**Extracted information**
▽

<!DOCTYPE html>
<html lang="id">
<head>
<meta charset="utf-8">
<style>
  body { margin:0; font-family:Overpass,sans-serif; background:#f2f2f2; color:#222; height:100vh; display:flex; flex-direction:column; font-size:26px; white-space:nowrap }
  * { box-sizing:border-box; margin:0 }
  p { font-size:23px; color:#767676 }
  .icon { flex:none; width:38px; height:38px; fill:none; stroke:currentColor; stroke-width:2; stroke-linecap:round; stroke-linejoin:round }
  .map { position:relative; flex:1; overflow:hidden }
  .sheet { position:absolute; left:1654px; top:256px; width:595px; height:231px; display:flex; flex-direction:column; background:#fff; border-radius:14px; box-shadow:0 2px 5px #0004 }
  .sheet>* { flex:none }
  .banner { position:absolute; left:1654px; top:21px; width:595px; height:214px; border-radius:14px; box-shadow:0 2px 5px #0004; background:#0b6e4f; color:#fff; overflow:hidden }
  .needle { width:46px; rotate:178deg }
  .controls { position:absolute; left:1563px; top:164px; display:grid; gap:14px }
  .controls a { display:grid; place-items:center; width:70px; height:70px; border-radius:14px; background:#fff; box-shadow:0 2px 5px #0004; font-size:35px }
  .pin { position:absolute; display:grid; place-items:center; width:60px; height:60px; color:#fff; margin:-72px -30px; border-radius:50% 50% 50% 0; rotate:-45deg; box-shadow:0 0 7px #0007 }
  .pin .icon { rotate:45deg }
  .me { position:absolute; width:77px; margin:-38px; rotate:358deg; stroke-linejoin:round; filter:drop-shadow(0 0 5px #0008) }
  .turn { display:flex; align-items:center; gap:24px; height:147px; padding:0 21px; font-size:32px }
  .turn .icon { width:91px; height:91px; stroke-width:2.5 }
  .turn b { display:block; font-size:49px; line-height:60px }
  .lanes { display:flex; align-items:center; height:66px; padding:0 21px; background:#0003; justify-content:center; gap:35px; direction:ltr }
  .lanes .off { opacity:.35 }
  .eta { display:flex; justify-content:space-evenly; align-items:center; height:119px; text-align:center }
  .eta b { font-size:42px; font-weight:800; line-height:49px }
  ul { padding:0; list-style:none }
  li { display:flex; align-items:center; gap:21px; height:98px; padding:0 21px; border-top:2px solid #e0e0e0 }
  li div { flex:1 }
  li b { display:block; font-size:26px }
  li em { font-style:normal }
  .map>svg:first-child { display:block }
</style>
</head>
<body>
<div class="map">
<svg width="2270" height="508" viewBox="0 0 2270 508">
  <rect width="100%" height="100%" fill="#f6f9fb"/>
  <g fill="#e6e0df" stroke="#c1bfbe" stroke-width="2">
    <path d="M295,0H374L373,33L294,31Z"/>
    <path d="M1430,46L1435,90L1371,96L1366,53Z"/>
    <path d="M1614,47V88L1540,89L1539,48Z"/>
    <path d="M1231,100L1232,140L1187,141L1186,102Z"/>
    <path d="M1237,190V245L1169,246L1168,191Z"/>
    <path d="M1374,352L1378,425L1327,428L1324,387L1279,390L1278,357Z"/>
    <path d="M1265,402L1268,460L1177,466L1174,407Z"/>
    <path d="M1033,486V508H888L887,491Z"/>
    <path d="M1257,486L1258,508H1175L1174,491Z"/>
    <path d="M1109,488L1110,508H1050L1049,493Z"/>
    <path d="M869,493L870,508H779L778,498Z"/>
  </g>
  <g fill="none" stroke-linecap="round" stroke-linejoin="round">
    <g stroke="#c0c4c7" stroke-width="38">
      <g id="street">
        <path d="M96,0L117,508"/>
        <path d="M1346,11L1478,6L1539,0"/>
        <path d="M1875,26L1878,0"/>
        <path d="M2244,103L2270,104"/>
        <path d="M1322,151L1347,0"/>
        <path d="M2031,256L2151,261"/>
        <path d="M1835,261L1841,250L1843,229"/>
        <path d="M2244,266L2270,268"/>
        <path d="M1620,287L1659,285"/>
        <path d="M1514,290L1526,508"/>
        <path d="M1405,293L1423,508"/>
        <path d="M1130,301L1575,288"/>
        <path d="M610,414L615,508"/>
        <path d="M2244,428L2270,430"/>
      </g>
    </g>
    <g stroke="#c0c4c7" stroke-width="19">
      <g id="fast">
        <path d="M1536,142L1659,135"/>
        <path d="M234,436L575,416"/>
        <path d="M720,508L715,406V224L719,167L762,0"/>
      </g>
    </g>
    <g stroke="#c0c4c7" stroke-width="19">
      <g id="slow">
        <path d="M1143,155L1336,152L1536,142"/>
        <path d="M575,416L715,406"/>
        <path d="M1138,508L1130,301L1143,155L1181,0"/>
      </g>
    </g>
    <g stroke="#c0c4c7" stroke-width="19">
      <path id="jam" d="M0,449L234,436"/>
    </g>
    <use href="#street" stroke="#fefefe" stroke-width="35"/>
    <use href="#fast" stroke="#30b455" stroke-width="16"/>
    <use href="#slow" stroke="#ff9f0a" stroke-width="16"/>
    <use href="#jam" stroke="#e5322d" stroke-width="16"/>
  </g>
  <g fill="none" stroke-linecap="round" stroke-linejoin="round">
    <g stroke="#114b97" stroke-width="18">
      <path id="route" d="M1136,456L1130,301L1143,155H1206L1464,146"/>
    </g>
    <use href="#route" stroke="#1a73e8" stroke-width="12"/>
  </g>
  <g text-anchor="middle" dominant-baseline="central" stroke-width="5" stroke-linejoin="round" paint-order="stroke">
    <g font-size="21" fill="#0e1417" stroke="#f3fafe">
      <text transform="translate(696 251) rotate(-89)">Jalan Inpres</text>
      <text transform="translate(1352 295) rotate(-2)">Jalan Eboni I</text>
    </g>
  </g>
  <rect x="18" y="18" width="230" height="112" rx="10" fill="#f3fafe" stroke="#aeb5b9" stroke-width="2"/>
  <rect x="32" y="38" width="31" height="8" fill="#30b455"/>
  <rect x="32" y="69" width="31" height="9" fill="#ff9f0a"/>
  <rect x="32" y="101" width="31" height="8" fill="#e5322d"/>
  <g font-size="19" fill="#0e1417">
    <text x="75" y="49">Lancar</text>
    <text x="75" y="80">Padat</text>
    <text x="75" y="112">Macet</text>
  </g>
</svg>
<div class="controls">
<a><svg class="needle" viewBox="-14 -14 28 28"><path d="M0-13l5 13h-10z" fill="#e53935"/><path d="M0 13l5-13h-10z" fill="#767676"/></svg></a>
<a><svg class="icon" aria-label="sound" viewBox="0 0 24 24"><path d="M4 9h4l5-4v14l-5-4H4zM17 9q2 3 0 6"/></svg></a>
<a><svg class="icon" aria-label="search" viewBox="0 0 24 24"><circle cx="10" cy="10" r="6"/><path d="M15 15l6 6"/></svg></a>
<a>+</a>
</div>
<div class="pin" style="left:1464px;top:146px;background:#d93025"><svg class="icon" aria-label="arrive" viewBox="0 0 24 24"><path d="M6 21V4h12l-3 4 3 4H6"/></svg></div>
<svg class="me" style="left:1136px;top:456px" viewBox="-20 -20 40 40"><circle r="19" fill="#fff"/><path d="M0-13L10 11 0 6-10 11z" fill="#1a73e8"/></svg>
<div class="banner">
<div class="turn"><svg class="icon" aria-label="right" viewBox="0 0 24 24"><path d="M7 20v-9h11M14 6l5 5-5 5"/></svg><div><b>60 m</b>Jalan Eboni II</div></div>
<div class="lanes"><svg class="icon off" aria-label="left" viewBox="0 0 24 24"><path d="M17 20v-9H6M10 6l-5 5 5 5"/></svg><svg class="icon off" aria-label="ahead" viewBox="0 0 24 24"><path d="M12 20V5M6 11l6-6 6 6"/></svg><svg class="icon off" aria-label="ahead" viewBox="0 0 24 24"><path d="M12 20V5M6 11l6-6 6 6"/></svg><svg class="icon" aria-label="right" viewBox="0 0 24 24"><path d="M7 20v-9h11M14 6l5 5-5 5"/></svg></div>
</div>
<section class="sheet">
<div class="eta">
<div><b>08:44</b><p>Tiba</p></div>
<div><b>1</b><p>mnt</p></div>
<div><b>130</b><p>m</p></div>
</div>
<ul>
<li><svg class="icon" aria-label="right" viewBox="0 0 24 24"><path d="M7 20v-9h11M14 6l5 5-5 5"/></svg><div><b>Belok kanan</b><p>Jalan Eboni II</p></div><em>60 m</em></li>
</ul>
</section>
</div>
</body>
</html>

△

**Goal of the exercise**
Everything from the first line of the entries above through the line with "margin:0; font-family:Overpass,sans-serif; background:#f2f2f2;" is to be reproduced exactly, and nothing else.

**Final answer**
<!DOCTYPE html>
<html lang="id">
<head>
<meta charset="utf-8">
<style>
  body { margin:0; font-family:Overpass,sans-serif; background:#f2f2f2; color:#222; height:100vh; display:flex; flex-direction:column; font-size:26px; white-space:nowrap }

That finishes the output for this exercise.